(Stored data entries)
########
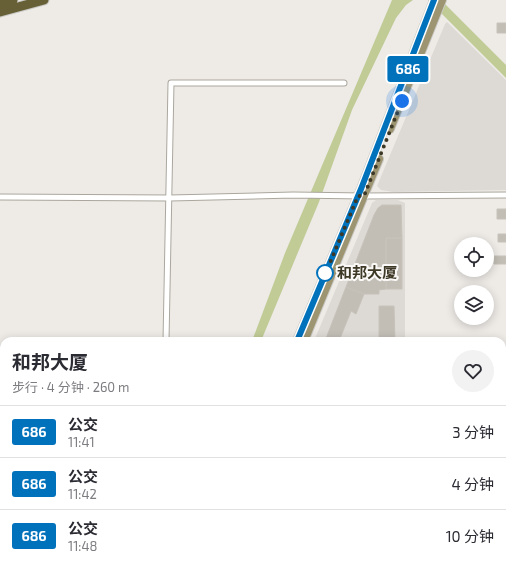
<!DOCTYPE html>
<html lang="zh">
<head>
<meta charset="utf-8">
<style>
	body { margin:0; font-family:"Exo 2","Noto Sans SC",sans-serif; background:#f2f2f3; color:#2b2b33; height:100vh; display:flex; flex-direction:column; font-size:15px; white-space:nowrap }
	* { box-sizing:border-box; margin:0 }
	p { font-size:13px; color:#7c7c81 }
	.icon { flex:none; width:22px; height:22px; fill:none; stroke:currentColor; stroke-width:2; stroke-linecap:round; stroke-linejoin:round }
	.map { position:relative; flex:1; overflow:hidden }
	.sheet { position:absolute; left:0px; top:337px; width:506px; height:232px; display:flex; flex-direction:column; background:#fff; border-radius:12px 12px 0 0; box-shadow:0 2px 10px #0003 }
	.sheet>* { flex:none }
	.badge { padding:0 8px; border-radius:3px; font-size:14px; line-height:26px }
	.controls { position:absolute; left:454px; top:237px; display:grid; gap:8px }
	.controls a { display:grid; place-items:center; width:40px; height:40px; border-radius:50%; background:#fff; box-shadow:0 2px 10px #0003; font-size:20px }
	.you { position:absolute; width:20px; height:20px; margin:-10px; border:3px solid #fff; border-radius:50%; background:#1a73e8; box-shadow:0 0 0 6px #1a73e833 }
	.map>.badge { position:absolute; translate:-50% -50%; box-shadow:0 0 0 2px #fff }
	.round { display:grid; place-items:center; flex:none; width:42px; height:42px; border-radius:21px; background:#f2f2f3 }
	.summary { display:flex; align-items:center; justify-content:space-between; height:68px; padding:0 12px }
	h1 { font-size:19px; font-weight:700; line-height:30px }
	ul { padding:0; list-style:none }
	li { display:flex; align-items:center; gap:12px; height:52px; padding:0 12px; border-top:1px solid #e1e1e2 }
	li div { flex:1 }
	li b { display:block; font-size:15px }
	li em { font-style:normal }
	li .badge { min-width:44px; font-weight:700; text-align:center }
	.map>svg:first-child { display:block }
</style>
</head>
<body>
<div class="map">
<svg width="506" height="569" viewBox="0 0 506 569">
	<rect width="100%" height="100%" fill="#eeebe7"/>
	<path fill="#dddad5" d="M447,22L506,80V190L393,192L381,190L377,186L445,24Z
		M376,200H398L405,203V341H314L372,203Z
		M235,565H285L291,569H233Z"/>
	<path fill="#c0cb96" d="M392,0H413L406,5L396,18L352,110L319,202L261,341H252L285,253Z
		M428,0H441L506,65V78Z
		M0,562L4,563V565H11L28,569H2L0,568Z"/>
	<path fill="#c2beb6" stroke="#c7c2ba" d="M497,23H506V33H497Z
		M382,205H401L402,238H386V289L379,290V294H364L346,287L374,215L378,208Z
		M497,209H506V219H497Z
		M498,234H506V242H498Z
		M386,238H402V289H386Z
		M494,256H506V264H494Z
		M346,287L364,294L356,314L351,311L339,341H325Z
		M379,306H394L395,341H373V339H379Z
		M0,419H4V435H0Z
		M0,475H4V482H0Z
		M0,497H4V504H0Z
		M0,518H4V525H0Z
		M0,539L4,540V547L0,546Z"/>
	<g fill="none" stroke-linecap="round" stroke-linejoin="round">
		<g stroke="#aba79e" stroke-width="4.5">
			<path id="lane" d="M502,492H506
				M502,523L506,519
				M502,545L503,569
				M77,565L81,569
				M384,565V569
				M136,569L138,565"/>
		</g>
		<g stroke="#aba79e" stroke-width="7">
			<path id="street" d="M0,197L170,198L293,195L364,196L506,195
				M166,341L171,83H344
				M287,565L293,569"/>
		</g>
		<g stroke="#ada89a" stroke-width="9">
			<path id="secondary" d="M502,374L506,373
				M0,386H4
				M0,392H4"/>
		</g>
		<g stroke="#c9c8c3" stroke-width="10">
			<path id="primary" d="M390,129L442,0
				M297,341L361,189L434,0
				M304,341L379,159
				M205,569L207,565
				M211,569L213,565"/>
		</g>
		<g stroke="#c9c8c3" stroke-width="11">
			<path id="highway" d="M0,3L13,0
				M0,12L44,0"/>
		</g>
		<use href="#lane" stroke="#fff" stroke-width="2.5"/>
		<use href="#street" stroke="#fff" stroke-width="5"/>
		<use href="#secondary" stroke="#fff" stroke-width="7"/>
		<use href="#primary" stroke="#9d9571" stroke-width="8"/>
		<use href="#highway" stroke="#676037" stroke-width="9"/>
	</g>
	<g fill="none" stroke-linecap="round" stroke-linejoin="round">
		<g stroke="#fff" stroke-width="9">
			<path id="line" d="M297,341L361,189L434,0"/>
		</g>
		<use href="#line" stroke="#0072bc" stroke-width="6"/>
		<path stroke="#3e3927" stroke-width="4" stroke-dasharray="0 7.2" d="M325,273L324,277L358,196H364L402,101"/>
	</g>
	<circle fill="#fff" stroke="#0072bc" stroke-width="2" cx="325" cy="273" r="8"/>
	<g text-anchor="middle" stroke-width="4" stroke-linejoin="round" paint-order="stroke">
		<g font-size="15" font-weight="bold" fill="#3e3927" stroke="#faf9f7" text-anchor="start">
			<text x="337" y="278">和邦大厦</text>
		</g>
	</g>
</svg>
<div class="controls">
<a><svg class="icon" aria-label="locate" viewBox="0 0 24 24"><circle cx="12" cy="12" r="6"/><path d="M12 2v4M12 18v4M2 12h4M18 12h4"/></svg></a>
<a><svg class="icon" aria-label="layers" viewBox="0 0 24 24"><path d="M12 4l9 5-9 5-9-5zM3 14l9 5 9-5"/></svg></a>
</div>
<div class="you" style="left:402px;top:101px"></div>
<b class="badge" style="left:408px;top:69px;background:#0072bc;color:#fff">686</b>
<section class="sheet">
<div class="summary"><div><h1>和邦大厦</h1><p>步行 · 4 分钟 · 260 m</p></div><a class="round"><svg class="icon" aria-label="heart" viewBox="0 0 24 24"><path d="M12 20l-8-8c-3-5 5-10 8-4 3-6 11-1 8 4z"/></svg></a></div>
<ul>
<li><span class="badge" style="background:#0072bc;color:#fff">686</span><div><b>公交</b><p>11:41</p></div><em>3 分钟</em></li>
<li><span class="badge" style="background:#0072bc;color:#fff">686</span><div><b>公交</b><p>11:42</p></div><em>4 分钟</em></li>
<li><span class="badge" style="background:#0072bc;color:#fff">686</span><div><b>公交</b><p>11:48</p></div><em>10 分钟</em></li>
</ul>
</section>
</div>
</body>
</html>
########
Task requirements — Above are the records; print exactly the lines from the line with "position:absolute; left:0px; top:337px;" to the line with "position:absolute; translate:-50% -50%;", including both, and nothing else.

Problem solution —
	.sheet { position:absolute; left:0px; top:337px; width:506px; height:232px; display:flex; flex-direction:column; background:#fff; border-radius:12px 12px 0 0; box-shadow:0 2px 10px #0003 }
	.sheet>* { flex:none }
	.badge { padding:0 8px; border-radius:3px; font-size:14px; line-height:26px }
	.controls { position:absolute; left:454px; top:237px; display:grid; gap:8px }
	.controls a { display:grid; place-items:center; width:40px; height:40px; border-radius:50%; background:#fff; box-shadow:0 2px 10px #0003; font-size:20px }
	.you { position:absolute; width:20px; height:20px; margin:-10px; border:3px solid #fff; border-radius:50%; background:#1a73e8; box-shadow:0 0 0 6px #1a73e833 }
	.map>.badge { position:absolute; translate:-50% -50%; box-shadow:0 0 0 2px #fff }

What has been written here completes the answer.